EU Regulation – a Wolf in Sheeps clothing

The EU have proposed changes to the EU regulation that governs the way organic agriculture is certified – the rules to which organic farmers and processors adhere.  The first question should be whether there is a need for a change?   Whilst not perfect the current regulation seems to work reasonably well.  The market is developing across Europe and the rest of the world and starting to recover in the UK.  There is a regular grumble about seed derogations but this is perhaps more to do with interpretation and implementation of the regulation that the regulation being at fault.  A significant piece of regulation with just one fault could be regarded as a success – so why change it?
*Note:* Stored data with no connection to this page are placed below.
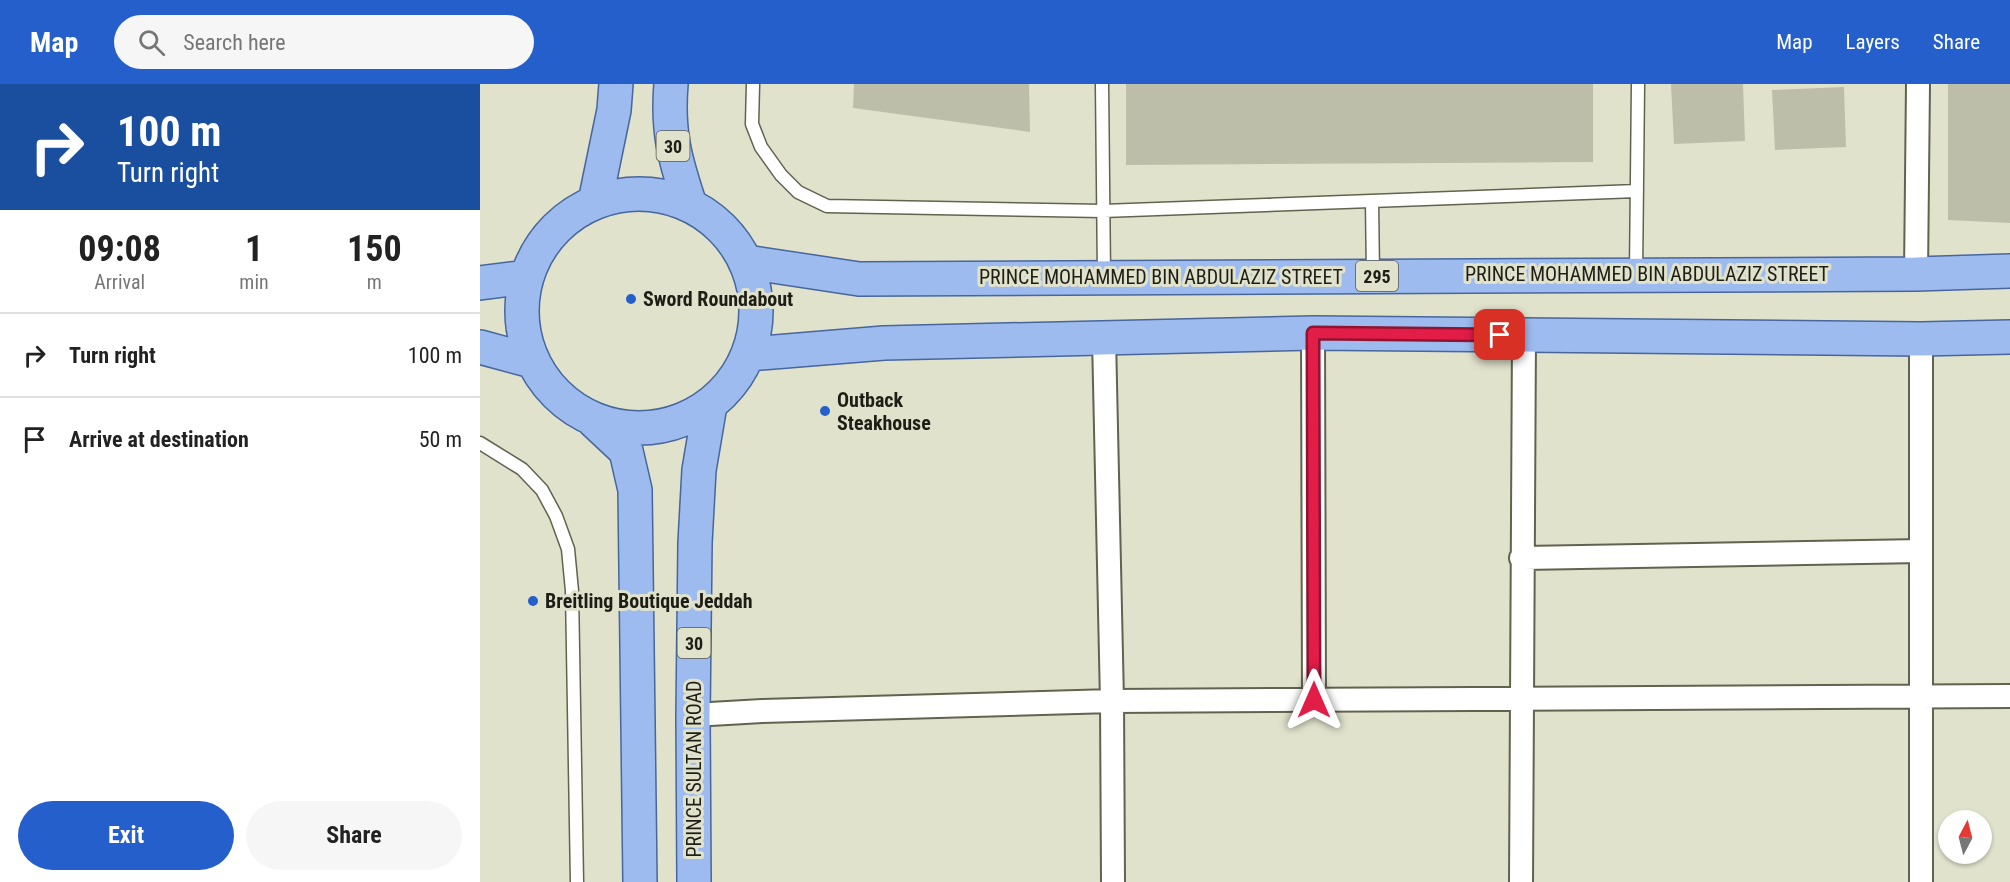 <!DOCTYPE html>
<html lang="en">
<head>
<meta charset="utf-8">
<style>
	:root { --surface:#fff; --page:#f6f6f6; --text:#222; --muted:#767676; --line:#e0e0e0; --accent:#245fcc }
	body { margin:0; font-family:"Roboto Condensed",sans-serif; background:var(--page); color:var(--text); height:100vh; display:flex; flex-direction:column; font-size:22px; white-space:nowrap }
	* { box-sizing:border-box; margin:0 }
	p { font-size:20px; color:var(--muted) }
	.icon { flex:none; width:33px; height:33px; fill:none; stroke:currentColor; stroke-width:2; stroke-linecap:round; stroke-linejoin:round }
	.map { position:relative; flex:1; overflow:hidden }
	.sheet { display:flex; flex-direction:column; background:var(--surface); width:480px }
	.sheet>* { flex:none }
	.hud { background:#1a4fa0; color:#fff; overflow:hidden }
	.needle { width:39px; rotate:7deg }
	.buttons { position:absolute; left:1458px; top:726px; display:grid; gap:12px }
	.buttons a { display:grid; place-items:center; width:54px; height:54px; border-radius:50%; background:var(--surface); box-shadow:0 2px 4px #0004; font-size:30px }
	.pin { position:absolute; display:grid; place-items:center; width:51px; height:51px; color:#fff; margin:-26px; border-radius:12px; box-shadow:0 3px 9px #0006 }
	.me { position:absolute; width:66px; margin:-33px; rotate:0deg; stroke-linejoin:round; filter:drop-shadow(0 0 4px #0008) }
	.turn { display:flex; align-items:center; gap:21px; height:126px; padding:0 18px; font-size:27px }
	.turn .icon { width:78px; height:78px; stroke-width:2.5 }
	.turn b { display:block; font-size:42px; line-height:51px }
	.eta { display:flex; justify-content:space-evenly; align-items:center; height:102px; text-align:center }
	.eta b { font-size:36px; font-weight:700; line-height:42px }
	.primary-button { display:flex; gap:12px; margin-top:auto; padding:12px 18px }
	.primary-button a { flex:1; height:69px; border-radius:36px; background:var(--accent); color:#fff; font-size:24px; font-weight:700; line-height:69px; text-align:center }
	.primary-button a+a { background:var(--page); color:var(--text) }
	ul { padding:0; list-style:none }
	li { display:flex; align-items:center; gap:18px; height:84px; padding:0 18px; border-top:2px solid var(--line) }
	li div { flex:1 }
	li b { display:block; font-size:22px }
	li em { font-style:normal }
	header { display:flex; align-items:center; gap:36px; box-sizing:border-box; height:84px; padding:0 30px; background:var(--accent); color:#fff }
	header strong { font-size:28px }
	nav { display:flex; gap:33px; margin-inline-start:auto; font-size:21px }
	.search { width:420px; height:54px; background:var(--page); display:flex; align-items:center; gap:15px; box-sizing:border-box; padding:0 21px; border-radius:33px; color:var(--muted); font-size:22px }
	main { display:flex; flex:1; min-height:0 }
	.map>svg:first-child { display:block }
</style>
</head>
<body>
<header>
<strong>Map</strong>
<div class="search"><svg class="icon" aria-label="search" viewBox="0 0 24 24"><circle cx="10" cy="10" r="6"/><path d="M15 15l6 6"/></svg>Search here</div>
<nav><a>Map</a><a>Layers</a><a>Share</a></nav>
</header>
<main>
<section class="sheet">
<div class="hud">
<div class="turn"><svg class="icon" aria-label="right" viewBox="0 0 24 24"><path d="M7 20v-9h11M14 6l5 5-5 5"/></svg><div><b>100 m</b>Turn right</div></div>
</div>
<div class="eta">
<div><b>09:08</b><p>Arrival</p></div>
<div><b>1</b><p>min</p></div>
<div><b>150</b><p>m</p></div>
</div>
<ul>
<li><svg class="icon" aria-label="right" viewBox="0 0 24 24"><path d="M7 20v-9h11M14 6l5 5-5 5"/></svg><div><b>Turn right</b></div><em>100 m</em></li>
<li><svg class="icon" aria-label="arrive" viewBox="0 0 24 24"><path d="M6 21V4h12l-3 4 3 4H6"/></svg><div><b>Arrive at destination</b></div><em>50 m</em></li>
</ul>
<div class="primary-button"><a>Exit</a><a>Share</a></div>
</section>
<div class="map">
<svg width="1530" height="798" viewBox="0 0 1530 798">
	<rect width="100%" height="100%" fill="#e1e2cc"/>
	<path fill="#bdbea9" d="M374 0H549L550 48 373 24Z
		M646 0H1113V78L646 81Z
		M1191 0H1263L1265 57 1194 60Z
		M1468 0H1530V139L1468 136Z
		M1364 3 1366 63 1295 66 1292 6Z"/>
	<g fill="none" stroke-linecap="round" stroke-linejoin="round">
		<g stroke="#626250" stroke-width="15">
			<path id="lane" d="M273 0 272 40 281 63 301 91 318 108 347 122 623 127 1157 107
				M622 0 624 192
				M892 117 893 191
				M1156 190 1158 0
				M0 359 42 385 62 406 76 432 88 465 92 507 97 798"/>
		</g>
		<g stroke="#626250" stroke-width="26">
			<path id="street" d="M1436 190 1438 0
				M833 249 834 616
				M624 254 632 617 633 798
				M1441 255V798
				M1041 474 1441 467
				M213 631 282 627 632 617 1530 612
				M1041 798 1044 251"/>
		</g>
		<g stroke="#46669c" stroke-width="36">
			<path id="primary" d="M191 0C187 48 195 76 210 121
				M42 227a117 117 0 1 1 234 0a117 117 0 1 1-234 0Z
				M115 118 134 26 136 0
				M266 178 379 195 1436 190 1530 187
				M0 199 46 193
				M0 263 52 277
				M269 270 404 259 833 249 1441 255 1530 253
				M114 337 146 367 155 406 160 798
				M214 798 213 631 215 459 219 386 230 321"/>
		</g>
		<use href="#lane" stroke="#fff" stroke-width="12"/>
		<use href="#street" stroke="#fff" stroke-width="22"/>
		<use href="#primary" stroke="#9dbbef" stroke-width="33"/>
	</g>
	<g fill="none" stroke-linecap="round" stroke-linejoin="round">
		<g stroke="#92132f" stroke-width="15">
			<path id="route" d="M834 616 833 249 1020 251"/>
		</g>
		<use href="#route" stroke="#e11d48" stroke-width="10"/>
	</g>
	<g fill="#245fcc" stroke="#e1e2cc" stroke-width="2">
		<circle cx="151" cy="215" r="6"/>
		<circle cx="345" cy="327" r="6"/>
		<circle cx="53" cy="517" r="6"/>
	</g>
	<g text-anchor="middle" dominant-baseline="central" stroke-width="6" stroke-linejoin="round" paint-order="stroke">
		<g fill="#e1e2cc" stroke="#58594d" stroke-width="1.5">
			<rect x="176.5" y="47" width="33" height="30" rx="4.5"/>
			<rect x="876" y="177" width="42" height="30" rx="4.5"/>
			<rect x="197.5" y="544" width="33" height="30" rx="4.5"/>
		</g>
		<g font-size="18" font-weight="bold" fill="#1e1e16">
			<text x="193" y="62">30</text>
			<text x="897" y="192">295</text>
			<text x="214" y="559">30</text>
		</g>
		<g font-size="20" fill="#1e1e16" stroke="#e1e2cc">
			<text x="1167" y="190">PRINCE MOHAMMED BIN ABDULAZIZ STREET</text>
			<text x="681" y="193">PRINCE MOHAMMED BIN ABDULAZIZ STREET</text>
			<text transform="translate(214 685) rotate(-90)">PRINCE SULTAN ROAD</text>
		</g>
		<g font-size="20" font-weight="bold" fill="#1e1e16" stroke="#e1e2cc" text-anchor="start">
			<text x="163" y="215">Sword Roundabout</text>
			<text x="357" y="316">Outback<tspan x="357" dy="23">Steakhouse</tspan></text>
			<text x="65" y="517">Breitling Boutique Jeddah</text>
		</g>
	</g>
</svg>
<div class="buttons">
<a><svg class="needle" viewBox="-14 -14 28 28"><path d="M0-13l5 13h-10z" fill="#e53935"/><path d="M0 13l5-13h-10z" fill="#767676"/></svg></a>
</div>
<div class="pin" style="left:1020px;top:251px;background:#d93025"><svg class="icon" aria-label="arrive" viewBox="0 0 24 24"><path d="M6 21V4h12l-3 4 3 4H6"/></svg></div>
<svg class="me" style="left:834px;top:616px" viewBox="-20 -20 40 40"><path d="M0-17L14 15 0 8-14 15z" fill="#e11d48" stroke="#fff" stroke-width="4"/></svg>
</div>
</main>
</body>
</html>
The changes have been significantly influenced by a consultation exercise which was poorly promoted and the majority respondents were French organic consumers.  A discerning group no doubt with a fine food heritage but hardly the best constituent to determine the direction in which technical organic production intricacies should be pushed.  Their views perhaps represent an idealised view of what organic production should be and, perhaps, could be if the sector continues to grow and develop but I doubt they have little detailed understanding of how we might get from where we are now with the current regulation to their ideal position.

So what does the new regulation require?  Below is a response to many of the most important changes that will effect the organic grain sector in the UK and some reasons as to why we should not adopt these proposals and should fight to have see they are not implemented.  It is far from a comprehensive critique.

The new regulation:

  • will end the concept of “parallel production”.  This is the ability for farms to run both organic and conventional land at the same time.  Most of the larger organic cereal producers in the UK will have used a phased conversion to complete the conversion of their land without leading to significant problems of contamination of organic products.  Whilst some producers wish to maintain their conventional businesses alongside their organic ones for perfectly sound reasons such as landlord preference or simple risk management.  This does not mean these producers are in any way seeking to act outside the regulation and I believe we have the certification process in place to ensure such producers maintain high quality organic production systems.
  • reduces the quantity of inconversion grain which may be fed to 15%.  This will reduce the demand for inconversion cereals and make the costs of organic conversion greater.  Both this and the measure above will reduce enthusiasm for additional conversion to organic production.
  • will end all “exceptional acts” or derogations as we know them.  This would effectively end the ability for organic growers to use non-organic untreated seed.  Without robust seed production systems this makes organic arable systems less robust when faced with a poor quality harvest.  Such an idea may have merit if it led to the development of varieties truly suited to organic productions systems but the size of the sector means this is very unlikely as the investment in the breeding would not be recovered.
  • require that all feed (60% for monogastrics) come from the holding of livestock production or within the region.  The “region” remains undefined but seems hugely problematic unless the definition means the “region” is so large to the point it is simply meaningless.  Whilst a greater focus on UK production is welcome this measure would send such massive shock-waves through the industry it seems likely that operators in the livestock sector would decertify and the sector shrink significantly.  Perhaps then rather than importing grain form less well regulated Black Sea sources we would simply import livestock products.  Is this really the intended consequence the EU seeks?
  • require decertification of produce that tests positive even if the contamination is not the fault of the producer.  This is the inversion of “innocent until proven guilty”.  A positive test could lead to product decertification regardless of the cause of the problem.  The response to this would be the introduction of greater testing through the supply chain at huge cost.  In the arable sector the UK producer base has tiny instances of contamination coming from farm.  The more problematic supply chains whether fraudulent or adventitious are those abroad and particularly outside the EU.

Other organisations will have varied and compelling arguments as to the effect on the proposals in their sectors.  The policy-heads at Organic Research Centre and the certifiers have concerns about the way in which the new proposals will be implemented and the structure of the decision making process with the EU bureaucracy.  These are also valid criticisms if they make the process less open and difficult to influence by operators and stakeholders.

The consumer responses to the consultation have given the EU a position of championing the consumer and their wishes but the task of political leadership is surely to balance these wishes with the multiple concerns and needs of the operators within the sector.  These proposals have an unbalanced basis and have not been well considered as the seems to be little thought or regard been paid to the consequences that may result.

Please take every opportunity you have to oppose the changes the EU is suggesting and support industry bodies in their opposition.